Unfortunately, I find those pills don't really work so well. So I'm forced to by Lactaid Ice cream sandwiches at $4.00 for 8 little tiny ones. But, where I live that's almost the price of regular [Ben & Jerry's] so I can deal with it. There's just not much flavor variety. Thank god for sorbet!


----------



## Heather (Oct 3, 2006)

Ben and Jerry's is having a flavor contest. I think there are five finalists. 
Most people seem to think Wackie Chan is going to win. It's the one I would vote for (but I clearly enjoy sort of wacked out ice cream flavors). This is the most commented story on Slashfood and has been for weeks now! 
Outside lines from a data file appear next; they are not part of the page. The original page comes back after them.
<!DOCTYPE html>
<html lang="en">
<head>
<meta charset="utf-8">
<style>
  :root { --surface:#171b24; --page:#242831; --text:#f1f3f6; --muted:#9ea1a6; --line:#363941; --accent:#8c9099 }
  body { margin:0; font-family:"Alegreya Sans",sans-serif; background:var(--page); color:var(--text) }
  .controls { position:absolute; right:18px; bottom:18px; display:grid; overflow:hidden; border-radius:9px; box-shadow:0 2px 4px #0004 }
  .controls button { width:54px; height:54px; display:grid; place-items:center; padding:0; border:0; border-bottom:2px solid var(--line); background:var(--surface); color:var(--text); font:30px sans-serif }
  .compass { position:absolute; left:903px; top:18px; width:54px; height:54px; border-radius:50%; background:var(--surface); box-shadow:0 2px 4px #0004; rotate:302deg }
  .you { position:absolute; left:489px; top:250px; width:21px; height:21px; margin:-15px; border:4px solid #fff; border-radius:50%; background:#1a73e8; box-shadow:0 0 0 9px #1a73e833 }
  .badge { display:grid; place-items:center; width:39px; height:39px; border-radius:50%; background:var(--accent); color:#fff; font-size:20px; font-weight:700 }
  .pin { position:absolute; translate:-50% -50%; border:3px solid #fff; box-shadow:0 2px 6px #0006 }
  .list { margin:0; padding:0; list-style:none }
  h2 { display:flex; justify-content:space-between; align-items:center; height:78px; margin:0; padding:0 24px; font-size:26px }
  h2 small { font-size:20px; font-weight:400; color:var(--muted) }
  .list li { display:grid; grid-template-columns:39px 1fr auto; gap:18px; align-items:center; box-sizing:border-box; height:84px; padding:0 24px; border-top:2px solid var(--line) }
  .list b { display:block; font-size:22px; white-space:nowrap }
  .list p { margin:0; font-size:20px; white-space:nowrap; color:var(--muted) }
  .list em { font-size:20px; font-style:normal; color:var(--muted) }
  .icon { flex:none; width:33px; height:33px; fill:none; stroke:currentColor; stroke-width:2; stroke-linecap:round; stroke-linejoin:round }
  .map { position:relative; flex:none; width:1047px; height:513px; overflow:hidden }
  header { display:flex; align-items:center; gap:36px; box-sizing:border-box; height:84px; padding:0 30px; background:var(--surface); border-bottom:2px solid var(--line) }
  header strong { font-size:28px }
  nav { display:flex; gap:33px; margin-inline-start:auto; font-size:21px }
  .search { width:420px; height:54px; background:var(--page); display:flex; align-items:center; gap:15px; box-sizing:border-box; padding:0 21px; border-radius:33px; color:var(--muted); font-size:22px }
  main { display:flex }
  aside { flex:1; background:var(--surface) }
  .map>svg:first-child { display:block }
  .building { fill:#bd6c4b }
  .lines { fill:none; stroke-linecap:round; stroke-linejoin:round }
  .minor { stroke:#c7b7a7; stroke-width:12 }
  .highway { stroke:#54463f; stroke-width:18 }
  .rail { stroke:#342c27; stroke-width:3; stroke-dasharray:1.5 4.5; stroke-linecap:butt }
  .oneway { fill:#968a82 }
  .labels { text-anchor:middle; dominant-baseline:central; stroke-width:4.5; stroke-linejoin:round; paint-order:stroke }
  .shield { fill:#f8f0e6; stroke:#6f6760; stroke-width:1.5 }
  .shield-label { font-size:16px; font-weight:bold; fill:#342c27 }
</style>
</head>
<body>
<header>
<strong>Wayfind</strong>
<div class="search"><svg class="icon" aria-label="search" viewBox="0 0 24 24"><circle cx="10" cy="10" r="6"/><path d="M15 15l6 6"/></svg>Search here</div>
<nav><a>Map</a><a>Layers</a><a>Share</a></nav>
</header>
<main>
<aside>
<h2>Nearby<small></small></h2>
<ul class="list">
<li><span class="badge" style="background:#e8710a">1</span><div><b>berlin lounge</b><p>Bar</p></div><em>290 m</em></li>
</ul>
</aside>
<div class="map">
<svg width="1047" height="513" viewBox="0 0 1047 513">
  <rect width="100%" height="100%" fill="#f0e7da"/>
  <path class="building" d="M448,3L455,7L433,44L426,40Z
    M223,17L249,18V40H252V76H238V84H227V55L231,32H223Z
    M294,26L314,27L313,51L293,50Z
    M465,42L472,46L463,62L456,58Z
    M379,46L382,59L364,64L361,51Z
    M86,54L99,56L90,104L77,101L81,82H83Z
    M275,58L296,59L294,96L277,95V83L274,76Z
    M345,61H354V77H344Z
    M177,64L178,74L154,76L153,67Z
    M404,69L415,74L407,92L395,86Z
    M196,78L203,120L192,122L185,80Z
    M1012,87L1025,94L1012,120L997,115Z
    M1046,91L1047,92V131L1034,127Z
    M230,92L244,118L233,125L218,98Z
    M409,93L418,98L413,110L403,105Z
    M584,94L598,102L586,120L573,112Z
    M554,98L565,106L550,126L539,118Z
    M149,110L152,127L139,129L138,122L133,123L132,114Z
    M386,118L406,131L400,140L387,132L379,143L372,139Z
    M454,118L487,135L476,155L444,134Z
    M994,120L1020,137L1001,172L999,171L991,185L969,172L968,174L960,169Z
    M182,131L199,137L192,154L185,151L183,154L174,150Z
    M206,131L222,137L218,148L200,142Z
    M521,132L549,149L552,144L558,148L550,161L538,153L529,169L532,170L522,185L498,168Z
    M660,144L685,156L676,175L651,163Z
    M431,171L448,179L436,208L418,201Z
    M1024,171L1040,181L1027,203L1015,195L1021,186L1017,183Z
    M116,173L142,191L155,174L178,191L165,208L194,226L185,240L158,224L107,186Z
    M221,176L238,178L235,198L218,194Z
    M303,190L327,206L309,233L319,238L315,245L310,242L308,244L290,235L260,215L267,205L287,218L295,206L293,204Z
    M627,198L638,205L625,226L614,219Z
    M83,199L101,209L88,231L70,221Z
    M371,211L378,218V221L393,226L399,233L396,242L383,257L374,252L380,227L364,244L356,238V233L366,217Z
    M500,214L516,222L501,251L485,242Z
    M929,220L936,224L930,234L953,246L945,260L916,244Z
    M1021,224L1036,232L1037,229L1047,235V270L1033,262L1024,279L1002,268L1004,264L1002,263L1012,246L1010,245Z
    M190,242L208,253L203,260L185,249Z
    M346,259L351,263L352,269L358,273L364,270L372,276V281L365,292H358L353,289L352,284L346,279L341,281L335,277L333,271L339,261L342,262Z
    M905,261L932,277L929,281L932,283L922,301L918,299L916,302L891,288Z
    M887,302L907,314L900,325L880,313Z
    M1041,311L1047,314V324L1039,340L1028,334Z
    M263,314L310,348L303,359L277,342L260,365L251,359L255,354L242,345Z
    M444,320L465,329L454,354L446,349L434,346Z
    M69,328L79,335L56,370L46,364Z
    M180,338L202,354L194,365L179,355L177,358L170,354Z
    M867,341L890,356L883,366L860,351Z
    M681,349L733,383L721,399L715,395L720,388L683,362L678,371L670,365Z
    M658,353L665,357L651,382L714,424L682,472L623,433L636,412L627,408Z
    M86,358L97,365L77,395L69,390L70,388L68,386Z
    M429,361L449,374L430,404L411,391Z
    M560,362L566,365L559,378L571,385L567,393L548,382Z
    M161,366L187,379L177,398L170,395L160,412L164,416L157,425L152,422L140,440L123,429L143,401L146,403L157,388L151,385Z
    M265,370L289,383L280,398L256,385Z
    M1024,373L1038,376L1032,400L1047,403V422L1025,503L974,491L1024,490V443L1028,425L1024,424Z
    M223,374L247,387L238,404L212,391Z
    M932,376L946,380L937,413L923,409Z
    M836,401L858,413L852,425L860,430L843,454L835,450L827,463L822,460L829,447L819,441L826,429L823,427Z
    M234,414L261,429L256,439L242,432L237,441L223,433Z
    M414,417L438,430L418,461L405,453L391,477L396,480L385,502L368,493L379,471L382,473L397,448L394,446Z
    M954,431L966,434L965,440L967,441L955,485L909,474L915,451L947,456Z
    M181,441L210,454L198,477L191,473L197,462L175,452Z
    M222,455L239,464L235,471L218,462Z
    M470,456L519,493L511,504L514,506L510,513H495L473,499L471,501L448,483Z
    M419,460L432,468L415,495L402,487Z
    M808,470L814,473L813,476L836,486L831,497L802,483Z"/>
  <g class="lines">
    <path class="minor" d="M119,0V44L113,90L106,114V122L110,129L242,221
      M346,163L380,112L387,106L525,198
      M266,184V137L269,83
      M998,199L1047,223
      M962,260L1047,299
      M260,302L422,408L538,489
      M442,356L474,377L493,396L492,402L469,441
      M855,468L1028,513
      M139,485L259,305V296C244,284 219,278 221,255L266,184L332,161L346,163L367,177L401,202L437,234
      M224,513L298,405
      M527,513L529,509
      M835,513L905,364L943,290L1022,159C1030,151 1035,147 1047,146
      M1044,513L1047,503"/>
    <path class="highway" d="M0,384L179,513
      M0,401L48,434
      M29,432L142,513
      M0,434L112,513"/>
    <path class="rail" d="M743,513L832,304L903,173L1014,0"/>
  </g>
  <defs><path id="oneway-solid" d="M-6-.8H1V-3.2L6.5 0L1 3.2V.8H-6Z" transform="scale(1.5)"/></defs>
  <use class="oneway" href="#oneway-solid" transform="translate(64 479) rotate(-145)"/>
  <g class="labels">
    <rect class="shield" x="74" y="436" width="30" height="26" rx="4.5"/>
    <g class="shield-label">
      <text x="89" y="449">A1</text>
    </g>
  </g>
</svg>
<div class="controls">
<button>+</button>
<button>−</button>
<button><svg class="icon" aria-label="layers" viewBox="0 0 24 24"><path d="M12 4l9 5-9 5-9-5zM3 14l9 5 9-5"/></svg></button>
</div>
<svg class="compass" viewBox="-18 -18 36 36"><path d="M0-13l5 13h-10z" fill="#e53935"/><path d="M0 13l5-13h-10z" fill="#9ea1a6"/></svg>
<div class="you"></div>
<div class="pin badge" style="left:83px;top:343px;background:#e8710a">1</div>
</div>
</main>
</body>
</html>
*ApricotAbra* - a mix of vanilla and apricot preserves 
*Wackie Chan* - Sweet cream and ginger-flavored ice cream, with chocolate-covered fortune cookie bits and fudge swirl 
*Italian Renaissance* - Amaretto ice cream, cherry chunks and sliced almonds 
*Mojito* - Lime-based sherbet with mint, brown sugar and rum 
*Puttin' on a Ritz* - Vanilla ice cream, caramel and Ritz crackers


----------



## NYEric (Oct 3, 2006)

Real rum!?!? BTW I think I may win the Salmon besseae, thanx Heather.:clap: E.


----------



## likespaphs (Oct 5, 2006)

edy's peanut butter cup.


----------



## Heather (Oct 5, 2006)

I heard B & J's is doing the final vote today...


----------



## likespaphs (Oct 5, 2006)

b&j had a wonderful limited edition called in a crunch. made me sad it was limited edition....


----------



## couscous74 (Oct 11, 2006)

For you coffee fans out there, I just discovered Edy's Espresso Chip ice cream :drool:


----------